Abstract
The presented procedure allows rapid isolation of extracellular vesicles (EVs) from plasma using size-exclusion chromatography (SEC). Additionally, an approach for reducing the lipid and salt content of the EV isolate in preparation for mass spectrometry (MS)-based proteomic analysis is presented. An example setup for proteomic profiling of the processed samples by nanoflow liquid chromatography coupled to tandem mass spectrometry (nLC-MS/MS) is also presented. Approximately 1000 protein groups in blood plasma-derived EVs can be identified and quantitated following this procedure and using the described instrumentation.

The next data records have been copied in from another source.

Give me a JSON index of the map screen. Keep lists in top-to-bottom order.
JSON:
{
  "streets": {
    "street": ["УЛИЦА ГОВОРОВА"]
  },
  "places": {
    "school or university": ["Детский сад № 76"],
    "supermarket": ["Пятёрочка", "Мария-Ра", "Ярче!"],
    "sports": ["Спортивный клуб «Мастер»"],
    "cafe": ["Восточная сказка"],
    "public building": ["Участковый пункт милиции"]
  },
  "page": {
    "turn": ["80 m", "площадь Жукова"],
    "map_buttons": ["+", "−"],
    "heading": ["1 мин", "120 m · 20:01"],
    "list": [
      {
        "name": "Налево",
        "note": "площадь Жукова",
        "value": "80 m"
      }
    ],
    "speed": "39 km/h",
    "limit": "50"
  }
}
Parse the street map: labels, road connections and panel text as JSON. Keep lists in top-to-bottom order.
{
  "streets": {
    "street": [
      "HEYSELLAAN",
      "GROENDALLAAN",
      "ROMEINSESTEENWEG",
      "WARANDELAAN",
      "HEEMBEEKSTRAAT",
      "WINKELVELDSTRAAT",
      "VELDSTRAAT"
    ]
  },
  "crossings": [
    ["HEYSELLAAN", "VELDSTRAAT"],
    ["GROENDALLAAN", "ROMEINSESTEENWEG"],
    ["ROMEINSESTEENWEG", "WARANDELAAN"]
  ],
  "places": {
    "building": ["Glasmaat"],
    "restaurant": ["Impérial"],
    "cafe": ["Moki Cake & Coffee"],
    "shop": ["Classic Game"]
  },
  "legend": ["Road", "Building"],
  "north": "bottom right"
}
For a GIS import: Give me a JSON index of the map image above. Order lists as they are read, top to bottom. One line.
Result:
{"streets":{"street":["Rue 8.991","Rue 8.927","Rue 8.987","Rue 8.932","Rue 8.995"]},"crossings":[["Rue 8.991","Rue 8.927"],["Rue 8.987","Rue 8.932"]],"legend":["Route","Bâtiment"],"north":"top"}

Keywords: Extracellular vesicles, EVs, Microparticles, Exosomes, Proteomics, Size-exclusion chromatography, Mass spectrometry, Nano-LC-MS, Sample preparation, Proteomic profiling
1. Introduction
Extracellular vesicles (EVs) are now the accepted nomenclature for phospholipid bilayer enclosed particles (exosomes, microparticles, etc.) secreted by most, likely all, cells [1, 2]. EVs are found in all physiological fluids and are implicated in disease progression, immune response, inflammation, intercellular communication and other biological phenomena. EVs have diagnostic potential as “liquid biopsies,” because disease-associated EVs can be detected in physiological fluids without invasive surgery [3–5]. Conventional EV isolation techniques by ultracentrifugation and density gradient centrifugation [6] are low-throughput and impractical in a clinical setting. Alternatively, size-exclusion chromatography (SEC) can be used to isolate EVs in minutes without specialized equipment [7]. SEC uses porous low binding beads to allow large particles (i.e., EVs), which cannot enter the pores, to readily pass through the bed of the stationary phase, while smaller sample constituents (e.g., proteins) are slowed by the tortuous path through the pores. SEC is a low-resolution chromatographic technique, and SEC-based EV isolations may also contain other particles of similar size (30–800 nm) and low levels of plasma protein complexes and aggregates [3]. While higher purity isolation can be obtained using more time- and resource-consuming procedures, the presented approach is capable of rapid enrichment of EVs from blood plasma and may be applied to other highly complex physiological fluids, and samples of other types (e.g., cell culture media).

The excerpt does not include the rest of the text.